Sacré Proust - Annick Chenu - 1ère partie

Anna entre avec hésitation dans l’hôpital psychiatrique. 
Le directeur lui a téléphoné ce matin pour lui annoncer le décès de son oncle Pierre.
A la mort de ses parents, elle a pris en charge financièrement cet oncle interné d’office, frère jumeau de sa mère; mais elle n’a jamais eu le courage de le rencontrer.
L’asile de fous la terrorisait.
Maintenant Pierre est parti et elle doit récupérer ses affaires.
Personne n’a expliqué à Anna qu’elle était la folie de son oncle. Elle le découvrira peut-être aujourd’hui. Qui sait…
 Une grande et forte femme l’accueille gentiment :
-Bonjour, je suis madame Marshal, infirmière en chef. Le directeur vous recevra plus tard pour signer les papiers. En attendant, veuillez me suivre, je vais vous conduire dans la chambre de votre oncle.
Anna suit silencieusement l’infirmière dans les escaliers. Au deuxième étage elles franchissent une porte blindée qui se referme derrière elles en claquant. Anna sursaute. Madame Marchal la presse et la jeune fille la rejoint devant une porte bleue :
-       voilà je vous laisse faire le tri dans ses affaires : emportez ce que vous voulez et nous nous occuperons du reste. A toute à l’heure, dit la matrone en repartant.
-       Et pour sortir, je fais comment ?demande Anna.
-       Ah oui ! voilà un bip. J’arriverai aussi vite que possible mais cela peut prendre du temps. Ne vous inquiétez pas.
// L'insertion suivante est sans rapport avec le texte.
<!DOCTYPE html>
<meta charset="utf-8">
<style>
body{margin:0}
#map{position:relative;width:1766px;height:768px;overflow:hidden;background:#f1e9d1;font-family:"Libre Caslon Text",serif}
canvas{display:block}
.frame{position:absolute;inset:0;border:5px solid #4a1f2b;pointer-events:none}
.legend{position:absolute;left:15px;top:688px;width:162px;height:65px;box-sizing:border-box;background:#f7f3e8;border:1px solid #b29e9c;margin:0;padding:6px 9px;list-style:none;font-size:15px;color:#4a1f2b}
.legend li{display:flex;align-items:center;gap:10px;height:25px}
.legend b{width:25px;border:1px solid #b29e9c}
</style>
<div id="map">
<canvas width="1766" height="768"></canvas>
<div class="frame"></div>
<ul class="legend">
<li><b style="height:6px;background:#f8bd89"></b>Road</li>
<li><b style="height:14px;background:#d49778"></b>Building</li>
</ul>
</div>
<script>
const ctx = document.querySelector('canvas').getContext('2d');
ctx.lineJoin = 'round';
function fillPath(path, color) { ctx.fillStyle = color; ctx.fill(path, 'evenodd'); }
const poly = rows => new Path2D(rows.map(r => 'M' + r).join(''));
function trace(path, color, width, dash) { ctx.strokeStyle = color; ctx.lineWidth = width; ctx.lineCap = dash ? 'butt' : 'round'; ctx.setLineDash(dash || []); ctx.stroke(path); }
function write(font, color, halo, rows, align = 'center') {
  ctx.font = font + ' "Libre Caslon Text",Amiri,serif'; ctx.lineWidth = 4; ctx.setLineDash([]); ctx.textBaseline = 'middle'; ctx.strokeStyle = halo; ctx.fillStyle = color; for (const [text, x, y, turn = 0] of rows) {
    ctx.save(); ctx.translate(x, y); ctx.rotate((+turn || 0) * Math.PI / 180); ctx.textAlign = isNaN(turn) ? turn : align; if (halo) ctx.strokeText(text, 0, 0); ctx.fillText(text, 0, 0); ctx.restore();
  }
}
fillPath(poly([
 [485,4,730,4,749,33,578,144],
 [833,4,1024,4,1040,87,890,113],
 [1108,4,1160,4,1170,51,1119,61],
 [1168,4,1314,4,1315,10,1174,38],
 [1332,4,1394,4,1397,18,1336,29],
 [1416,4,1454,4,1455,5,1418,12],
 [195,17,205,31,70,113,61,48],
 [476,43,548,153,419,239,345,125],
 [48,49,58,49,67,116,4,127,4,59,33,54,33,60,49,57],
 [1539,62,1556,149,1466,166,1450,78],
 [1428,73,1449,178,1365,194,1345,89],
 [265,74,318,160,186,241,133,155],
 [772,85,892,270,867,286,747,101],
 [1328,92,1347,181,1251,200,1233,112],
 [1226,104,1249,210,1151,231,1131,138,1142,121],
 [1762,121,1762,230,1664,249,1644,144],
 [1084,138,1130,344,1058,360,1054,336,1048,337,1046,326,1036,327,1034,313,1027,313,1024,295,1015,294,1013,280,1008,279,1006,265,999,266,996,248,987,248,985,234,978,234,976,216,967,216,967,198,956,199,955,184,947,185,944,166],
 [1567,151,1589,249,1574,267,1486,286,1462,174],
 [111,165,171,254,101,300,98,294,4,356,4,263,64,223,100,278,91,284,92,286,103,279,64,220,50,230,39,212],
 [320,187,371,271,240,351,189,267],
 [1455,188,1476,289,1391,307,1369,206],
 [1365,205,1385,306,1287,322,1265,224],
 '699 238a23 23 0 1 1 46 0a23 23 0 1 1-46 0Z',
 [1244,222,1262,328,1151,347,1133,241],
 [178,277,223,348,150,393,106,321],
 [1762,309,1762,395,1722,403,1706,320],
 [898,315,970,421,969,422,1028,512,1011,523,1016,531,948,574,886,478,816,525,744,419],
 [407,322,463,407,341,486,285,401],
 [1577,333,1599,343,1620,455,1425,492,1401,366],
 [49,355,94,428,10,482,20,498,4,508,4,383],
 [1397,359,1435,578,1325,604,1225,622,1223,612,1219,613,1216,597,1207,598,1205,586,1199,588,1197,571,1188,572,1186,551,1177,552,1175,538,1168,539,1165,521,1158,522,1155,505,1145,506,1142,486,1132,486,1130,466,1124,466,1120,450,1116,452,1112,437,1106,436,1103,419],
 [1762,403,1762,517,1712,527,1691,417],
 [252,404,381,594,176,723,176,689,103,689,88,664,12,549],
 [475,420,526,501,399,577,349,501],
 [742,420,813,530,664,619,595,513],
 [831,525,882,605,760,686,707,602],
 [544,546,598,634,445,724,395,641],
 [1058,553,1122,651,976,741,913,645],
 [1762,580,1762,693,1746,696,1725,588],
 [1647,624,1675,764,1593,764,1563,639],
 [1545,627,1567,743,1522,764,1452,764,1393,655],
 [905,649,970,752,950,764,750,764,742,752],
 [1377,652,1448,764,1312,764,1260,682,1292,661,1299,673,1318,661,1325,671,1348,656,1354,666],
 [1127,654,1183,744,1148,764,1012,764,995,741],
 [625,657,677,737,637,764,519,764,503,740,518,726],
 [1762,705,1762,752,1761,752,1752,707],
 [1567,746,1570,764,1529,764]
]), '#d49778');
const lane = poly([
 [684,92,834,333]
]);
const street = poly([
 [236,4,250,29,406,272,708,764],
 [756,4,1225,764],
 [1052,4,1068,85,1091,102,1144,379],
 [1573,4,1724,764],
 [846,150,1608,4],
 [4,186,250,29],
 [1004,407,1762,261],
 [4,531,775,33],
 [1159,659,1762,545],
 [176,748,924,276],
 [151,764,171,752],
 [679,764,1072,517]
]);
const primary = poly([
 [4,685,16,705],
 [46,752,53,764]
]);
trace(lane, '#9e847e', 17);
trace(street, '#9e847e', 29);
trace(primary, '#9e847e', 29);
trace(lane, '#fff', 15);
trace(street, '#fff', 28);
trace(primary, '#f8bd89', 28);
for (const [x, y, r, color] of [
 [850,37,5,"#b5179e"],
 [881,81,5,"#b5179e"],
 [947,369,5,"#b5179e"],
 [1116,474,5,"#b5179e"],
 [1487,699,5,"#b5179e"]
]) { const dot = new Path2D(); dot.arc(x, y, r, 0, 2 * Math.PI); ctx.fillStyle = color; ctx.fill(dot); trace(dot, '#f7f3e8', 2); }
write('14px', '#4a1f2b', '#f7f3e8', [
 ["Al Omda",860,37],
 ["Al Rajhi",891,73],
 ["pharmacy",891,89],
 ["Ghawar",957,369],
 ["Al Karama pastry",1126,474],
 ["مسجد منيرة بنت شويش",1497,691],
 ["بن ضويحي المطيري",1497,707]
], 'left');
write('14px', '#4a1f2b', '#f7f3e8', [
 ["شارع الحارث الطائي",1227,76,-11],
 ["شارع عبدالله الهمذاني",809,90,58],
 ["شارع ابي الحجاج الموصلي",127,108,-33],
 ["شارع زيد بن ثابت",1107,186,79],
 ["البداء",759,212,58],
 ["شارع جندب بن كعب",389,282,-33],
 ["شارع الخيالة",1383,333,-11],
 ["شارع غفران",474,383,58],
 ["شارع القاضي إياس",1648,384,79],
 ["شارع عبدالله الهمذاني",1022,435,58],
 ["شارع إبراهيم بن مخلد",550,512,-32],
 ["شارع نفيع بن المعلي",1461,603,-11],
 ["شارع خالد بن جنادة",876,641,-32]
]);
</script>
Anna la remercie puis elle se retourne et observe la chambre où son oncle Pierre a vécu durant trente ans. La pièce comporte un lit, une chaise, un bureau et une armoire. Une porte au fond doit être le cabinet de toilette.
Une valise repose sur le lit. Sur le bureau un épais classeur attire son attention. Elle s’approche et l’ouvre lentement. Une ombre surgit soudain de la salle de bain et s’empare du dossier. Anna recule brusquement et fait face à un homme d’une quarantaine d’années. Il la regarde l’air effaré. Sans le savoir, Anna lui barre la seule issue possible.  La jeune fille tente de le calmer :
-       Bonjour, je m’appelle Anna. Pierre était mon oncle.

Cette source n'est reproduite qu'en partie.